También trabajó durante años para la radio, la SER, y su voz cascada por el caliqueño, interrumpida por pausas de ironía o escepticismo, tenía eso que llaman credibilidad. Escribió en La Vanguardia y en EL PAÍS. Siempre frecuentó a sus amigos, desde antiguos atracadores de bancos como Rojano Carrasco hasta abogados como Mateu Seguí, desde sacerdotes como Josep Bigordà hasta los muchos periodistas descarriados para quienes Martí era un emblema, un modelo y un misterio. No creo que exista hoy nadie en la prensa capaz de guardar de por vida los sabrosísimos off the record que se calló para siempre, porque no traicionaba la confianza de quien le hacía una confidencia. Permítanme la estupidez: un gran poder, ese del que disponía con su don para abrir el alma ajena, conlleva una gran responsabilidad.

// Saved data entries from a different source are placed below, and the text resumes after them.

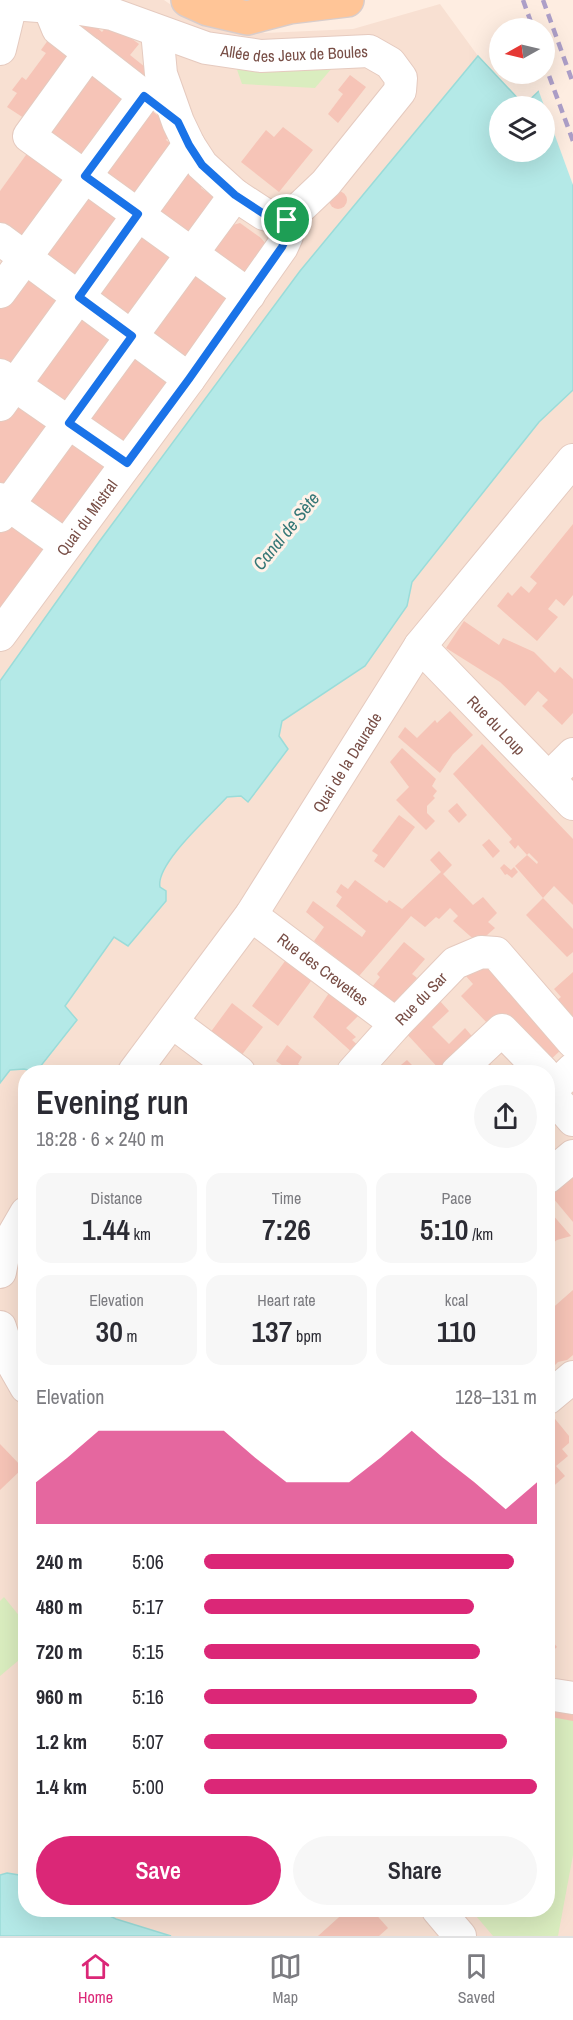 <!DOCTYPE html>
<html lang="en">
<head>
<meta charset="utf-8">
<style>
  :root { --surface:#fff; --page:#f7f7f7; --text:#2b2b33; --muted:#7c7c81; --line:#e1e1e2; --accent:#db2777 }
  body { margin:0; font-family:"Archivo Narrow",sans-serif; background:var(--page); color:var(--text); height:100vh; display:flex; flex-direction:column; font-size:22px; white-space:nowrap }
  * { box-sizing:border-box; margin:0 }
  p { font-size:20px; color:var(--muted) }
  .icon { flex:none; width:33px; height:33px; fill:none; stroke:currentColor; stroke-width:2; stroke-linecap:round; stroke-linejoin:round }
  .map { position:relative; flex:1; overflow:hidden }
  .side { position:absolute; left:18px; top:1065px; width:537px; height:852px; display:flex; flex-direction:column; background:var(--surface); border-radius:24px; box-shadow:0 6px 24px #0002 }
  .side>* { flex:none }
  .needle { width:39px; rotate:262deg }
  .fabs { position:absolute; left:489px; top:18px; display:grid; gap:12px }
  .fabs a { display:grid; place-items:center; width:66px; height:66px; border-radius:50%; background:var(--surface); box-shadow:0 6px 24px #0002; font-size:30px }
  .pin { position:absolute; display:grid; place-items:center; width:51px; height:51px; color:#fff; margin:-26px; border:3px solid #fff; border-radius:50%; box-shadow:0 2px 6px #0007 }
  .round { display:grid; place-items:center; flex:none; width:63px; height:63px; border-radius:32px; background:var(--page) }
  .headline { display:flex; align-items:center; justify-content:space-between; height:102px; padding:0 18px }
  h1 { font-size:33px; font-weight:600; line-height:45px }
  .stats { display:grid; grid-template-columns:repeat(3,1fr); gap:9px; height:102px; padding:6px 18px }
  .stats div { display:grid; align-content:center; border-radius:15px; background:var(--page); text-align:center }
  .stats b { font-size:30px; font-weight:600 }
  .stats small { font-size:16px; font-weight:400 }
  .stats p { font-size:16px }
  .chart { height:168px; padding:12px 18px }
  .chart p { display:flex; justify-content:space-between }
  .chart svg { width:100%; height:108px; margin-top:6px; fill:var(--accent); opacity:.7 }
  .primary-button { display:flex; gap:12px; margin-top:auto; padding:12px 18px }
  .primary-button a { flex:1; height:69px; border-radius:36px; background:var(--accent); color:#fff; font-size:24px; font-weight:600; line-height:69px; text-align:center }
  .primary-button a+a { background:var(--page); color:var(--text) }
  ul { padding:0 18px; list-style:none; font-size:20px }
  li { display:grid; grid-template-columns:96px 72px 1fr; align-items:center; height:45px }
  li i { height:15px; border-radius:8px; background:var(--accent) }
  .tab-bar { display:flex; justify-content:space-around; align-items:center; height:84px; border-top:2px solid var(--line); background:var(--surface); font-size:16px; color:var(--muted) }
  .tab-bar a { display:grid; justify-items:center; gap:3px }
  .tab-bar .active { color:var(--accent) }
  .map>svg:first-child { display:block }
</style>
</head>
<body>
<div class="map">
<svg width="573" height="1936" viewBox="0 0 573 1936">
  <rect width="100%" height="100%" fill="#feede1"/>
  <g fill="#f8e0d2">
    <polygon points="0,0 164,0 174,7 265,33 353,29 440,4 478,56 300,271 99,542 0,681"/>
    <polygon points="573,390 573,1936 171,1936 116,1919 98,1910 548,1910 548,1072 26,1072 26,1876 7,1873 0,1875 0,1083 10,1070 24,1069 36,1072 76,1020 65,1007 114,936 128,946 160,887 159,881 172,855 227,797 241,796 248,801 288,749 279,736 282,721 365,666 406,606 412,582 539,422"/>
  </g>
  <g fill="#daedbf">
    <polygon points="338,61 315,88 242,84 235,64"/>
    <polygon points="4,1597 25,1623 25,1655 0,1676 0,1601"/>
    <polygon points="548,1702 573,1707 573,1855 558,1936 493,1936 471,1910 548,1910"/>
  </g>
  <g fill="#b4e9e7" stroke="#9adcd9" stroke-width="1.5" fill-rule="evenodd">
    <path d="M478,56L524,105L573,59V390L539,422L412,582L407,606L365,666L282,721L279,736L288,749L248,802L241,796L227,797C211,815 155,864 160,887L166,891V901L128,946L114,937L65,1006L77,1020L36,1072L24,1069L10,1070L0,1083V681L99,542L300,271ZM500,106H544V152H500Z"/>
    <polygon points="7,1873 25,1876 26,1910 98,1910 116,1919 171,1936 0,1936 0,1875"/>
  </g>
  <polygon fill="#feede1" points="573,56 573,185 538,89"/>
  <g fill="#f6c4b7">
    <polygon points="84,23 92,23 102,32 107,26 117,28 139,44 130,55 150,71 140,85 76,33"/>
    <polygon points="51,36 78,54 30,122 7,107 17,93 12,90 22,77 26,80 46,53 41,50"/>
    <polygon points="93,63 134,94 82,161 44,136"/>
    <polygon points="350,75 366,87 338,123 328,114 343,94 338,90"/>
    <polygon points="147,107 170,125 172,131 166,140 176,148 138,200 97,171"/>
    <polygon points="283,127 313,150 279,192 241,162 266,130 274,137"/>
    <polygon points="31,148 71,173 22,246 0,230 0,191"/>
    <polygon points="183,168 202,186 201,188 221,202 192,240 152,210"/>
    <polygon points="85,188 125,216 76,285 35,257"/>
    <circle cx="338" cy="200" r="9"/>
    <polygon points="240,223 261,238 270,249 248,278 208,248 222,228"/>
    <polygon points="140,226 180,257 130,324 90,295"/>
    <polygon points="194,265 234,295 185,363 144,334"/>
    <polygon points="24,272 64,302 14,373 0,366 0,306"/>
    <polygon points="78,310 118,340 68,409 27,384"/>
    <polygon points="132,351 173,379 123,448 84,417"/>
    <polygon points="16,397 57,425 7,493 0,488 0,418"/>
    <polygon points="70,435 112,462 62,531 22,502"/>
    <polygon points="10,518 51,546 0,612 0,532"/>
    <polygon points="573,524 573,595 564,606 556,599 548,609 558,617 537,641 497,606 508,592 512,596 521,586 529,593 537,583 530,577"/>
    <polygon points="464,621 499,645 503,638 534,652 555,673 560,667 573,679 573,713 562,725 542,706 548,700 538,691 525,706 500,682 446,648"/>
    <polygon points="450,711 473,735 453,754 440,773 398,737 405,727 417,738 435,720 437,723"/>
    <polygon points="482,744 573,839 573,905 554,886 543,898 515,866 527,855 537,864 538,862 529,853 527,855 518,845 515,849 509,842 512,839 453,774"/>
    <polygon points="402,748 436,779 432,786 437,791 433,796 435,798 427,806 427,813 435,821 426,830 396,800 409,787 390,762"/>
    <polygon points="457,803 467,815 459,823 448,811"/>
    <polygon points="399,815 415,827 384,868 374,861 378,855 372,851"/>
    <polygon points="489,839 500,851 493,858 482,845"/>
    <polygon points="439,851 452,865 443,874 473,905 483,897 497,913 488,922 495,928 478,943 453,921 458,916 450,908 439,919 436,917 425,927 411,916 359,976 314,941 324,927 306,912 313,901 362,937 366,931 336,906 342,897 336,892 341,884 348,889 355,880 387,903 389,900 402,909 441,872 430,860"/>
    <polygon points="504,864 511,870 514,867 518,872 512,878 507,874 505,875 500,868"/>
    <polygon points="543,898 573,929 573,952 567,957 526,915"/>
    <polygon points="404,942 425,959 412,974 417,978 394,1004 372,987 380,977 377,974"/>
    <polygon points="288,957 314,977 278,1026 252,1006"/>
    <polygon points="485,957 564,1047 547,1063 491,1027 461,996 473,984 465,975"/>
    <polygon points="573,972 573,1018 556,1001 561,997 554,989"/>
    <polygon points="331,990 359,1015 346,1028 356,1037 352,1040 361,1048 355,1055 313,1017"/>
    <polygon points="439,1000 449,1011 432,1027 449,1044 465,1028 476,1041 442,1072 405,1032"/>
    <polygon points="232,1003 263,1027 238,1060 207,1037"/>
    <polygon points="287,1045 302,1057 298,1064 309,1072 292,1072 276,1061"/>
    <polygon points="407,1060 419,1072 389,1072 394,1068 396,1069"/>
    <polygon points="487,1061 498,1072 475,1072"/>
    <polygon points="573,1169 573,1222 548,1192"/>
    <polygon points="552,1214 571,1236 557,1240 548,1247 548,1218"/>
    <polygon points="573,1290 573,1355 567,1360 558,1362 553,1367 548,1361 548,1312"/>
    <polygon points="551,1414 569,1436 569,1443 562,1449 568,1456 556,1466 565,1476 548,1491 548,1417"/>
    <polygon points="0,1444 23,1468 0,1490"/>
    <polygon points="548,1636 557,1647 548,1655"/>
    <polygon points="553,1704 573,1708 573,1721 551,1717"/>
    <polygon points="347,1910 372,1910 388,1928 379,1936 318,1936"/>
  </g>
  <g fill="none" stroke-linecap="round" stroke-linejoin="round">
    <defs>
      <g id="minor">
        <path id="s1" d="M0,0L11,4L80,9L112,14L206,48L261,56L369,51L390,63L401,78L400,91L326,183L287,220"/>
        <polyline points="157,31 161,74 178,122 189,145 202,165 235,195 264,214 287,220"/>
        <polyline points="0,49 11,4"/>
        <polyline points="89,53 29,136 249,295"/>
        <polyline points="0,239 189,379"/>
        <polyline points="0,292 144,96 58,29 49,7"/>
        <polyline points="0,375 127,463"/>
        <polyline points="0,405 189,145"/>
        <polyline points="0,499 65,545"/>
        <polyline points="0,516 235,195"/>
        <path id="s2" d="M0,635L189,379L282,247L287,236V220"/>
        <path id="s3" d="M420,646L573,804"/>
        <polyline points="549,778 573,754"/>
        <path id="s4" d="M251,915L396,1024"/>
        <polyline points="172,1022 239,1072"/>
        <path id="s5" d="M134,1072L251,915L420,646L573,460"/>
        <path id="s6" d="M353,1072L396,1024L455,963L481,952L496,953L573,1042"/>
        <polyline points="457,1072 502,1030 543,1072"/>
        <polyline points="549,1092 573,1120"/>
        <polyline points="548,1093 573,1069"/>
        <polyline points="548,1177 573,1156"/>
        <polyline points="0,1272 4,1251 26,1213"/>
        <polyline points="0,1327 10,1359 26,1387"/>
        <polyline points="548,1398 573,1377"/>
        <polyline points="548,1694 573,1698"/>
        <polyline points="438,1910 460,1936"/>
      </g>
      <polyline id="major" points="188,0 208,9 247,18 289,7 347,0"/>
    </defs>
    <use href="#minor" stroke="#e5cabf" stroke-width="34"/>
    <use href="#major" stroke="#d9cdcb" stroke-width="36"/>
    <use href="#minor" stroke="#fff" stroke-width="32"/>
    <use href="#major" stroke="#ffc597" stroke-width="33"/>
    <g stroke="#ad9fc8" stroke-width="4.5" stroke-dasharray="9 6" stroke-linecap="butt">
      <polyline points="523,0 533,28"/>
      <polyline points="543,0 573,83"/>
      <polyline points="544,62 573,141"/>
    </g>
  </g>
  <g fill="none" stroke-linecap="round" stroke-linejoin="round">
    <defs>
      <polygon id="route" points="144,96 178,122 189,145 202,165 235,195 264,214 287,220 287,236 282,247 189,379 127,463 69,423 132,336 79,297 138,214 85,176"/>
    </defs>
    <use href="#route" stroke="#fff" stroke-width="12"/>
    <use href="#route" stroke="#1a73e8" stroke-width="8"/>
  </g>
  <g text-anchor="middle" dominant-baseline="central" stroke-width="6" stroke-linejoin="round" paint-order="stroke">
    <g font-size="16" fill="#784e46" stroke="#fff2e9">
      <text stroke="none"><textPath href="#s1" startOffset="302">Allée des Jeux de Boules</textPath></text>
      <text stroke="none"><textPath href="#s2" startOffset="146">Quai du Mistral</textPath></text>
      <text stroke="none"><textPath href="#s3" startOffset="110">Rue du Loup</textPath></text>
      <text stroke="none"><textPath href="#s5" startOffset="376">Quai de la Daurade</textPath></text>
      <text stroke="none"><textPath href="#s4" startOffset="90">Rue des Crevettes</textPath></text>
      <text stroke="none"><textPath href="#s6" startOffset="100">Rue du Sar</textPath></text>
    </g>
    <g font-size="18" font-style="italic" fill="#357776" stroke="#fff2e9">
      <text transform="translate(286 531) rotate(-51)">Canal de Sète</text>
    </g>
  </g>
</svg>
<div class="fabs">
<a><svg class="needle" viewBox="-14 -14 28 28"><path d="M0-13l5 13h-10z" fill="#e53935"/><path d="M0 13l5-13h-10z" fill="#7c7c81"/></svg></a>
<a><svg class="icon" aria-label="layers" viewBox="0 0 24 24"><path d="M12 4l9 5-9 5-9-5zM3 14l9 5 9-5"/></svg></a>
</div>
<div class="pin" style="left:287px;top:220px;background:#1e9e55"><svg class="icon" aria-label="arrive" viewBox="0 0 24 24"><path d="M6 21V4h12l-3 4 3 4H6"/></svg></div>
<section class="side">
<div class="headline"><div><h1>Evening run</h1><p>18:28 · 6 × 240 m</p></div><a class="round"><svg class="icon" aria-label="share" viewBox="0 0 24 24"><path d="M12 15V3M7 8l5-5 5 5M5 13v7h14v-7"/></svg></a></div>
<div class="stats">
<div><p>Distance</p><b>1.44<small> km</small></b></div>
<div><p>Time</p><b>7:26</b></div>
<div><p>Pace</p><b>5:10<small> /km</small></b></div>
</div>
<div class="stats">
<div><p>Elevation</p><b>30<small> m</small></b></div>
<div><p>Heart rate</p><b>137<small> bpm</small></b></div>
<div><p>kcal</p><b>110</b></div>
</div>
<div class="chart"><p><span>Elevation</span>128–131 m</p>
<svg viewBox="0 0 160 44" preserveAspectRatio="none"><path d="M0 44V27L10 17L20 6L30 6L40 6L50 6L60 6L70 17L80 27L90 27L100 27L110 17L120 6L130 17L140 27L150 38L160 27V44z"/></svg>
</div>
<ul>
<li><b>240 m</b>5:06<i style="width:93%"></i></li>
<li><b>480 m</b>5:17<i style="width:81%"></i></li>
<li><b>720 m</b>5:15<i style="width:83%"></i></li>
<li><b>960 m</b>5:16<i style="width:82%"></i></li>
<li><b>1.2 km</b>5:07<i style="width:91%"></i></li>
<li><b>1.4 km</b>5:00<i style="width:100%"></i></li>
</ul>
<div class="primary-button"><a>Save</a><a>Share</a></div>
</section>
</div>
<nav class="tab-bar">
<a class="active"><svg class="icon" aria-label="home" viewBox="0 0 24 24"><path d="M3 11l9-7 9 7M6 9v11h12V9"/></svg>Home</a>
<a><svg class="icon" aria-label="map" viewBox="0 0 24 24"><path d="M3 6l6-2 6 2 6-2v14l-6 2-6-2-6 2zM9 4v14M15 6v14"/></svg>Map</a>
<a><svg class="icon" aria-label="saved" viewBox="0 0 24 24"><path d="M7 4h10v16l-5-4-5 4z"/></svg>Saved</a>
</nav>
</body>
</html>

Cuando murió Josep María Huertas Clavería, Martí Gómez habló en el funeral. Recordó el carácter insufrible de Huertas, su afición a las camisas chillonas y a las comidas imposibles (berberechos con batido de chocolate, por ejemplo) y su facilidad para meterse en líos. “Soy católico y creo en la vida eterna”, dijo Martí, “y por tanto creo que me reencontraré con Huertas, que él seguirá igual y volverá a meterme en líos”.
Yo no creo en la vida eterna, cosa que ahora mismo lamento, y no creo que pueda volver a compartir con él un Martini, o dos, o tres, en la barra de Boadas. Ruego disculpas a su esposa porque más de una vez se lo devolví en un estado no óptimo. Gocé de ese privilegio, que no disfrutarán los jóvenes que ahora empiezan a cometer el craso error de dedicarse a este oficio insensato. En el que ya no está José Martí Gómez, fallecido en Barcelona, rodeado por su familia, el 22 de febrero de 2022.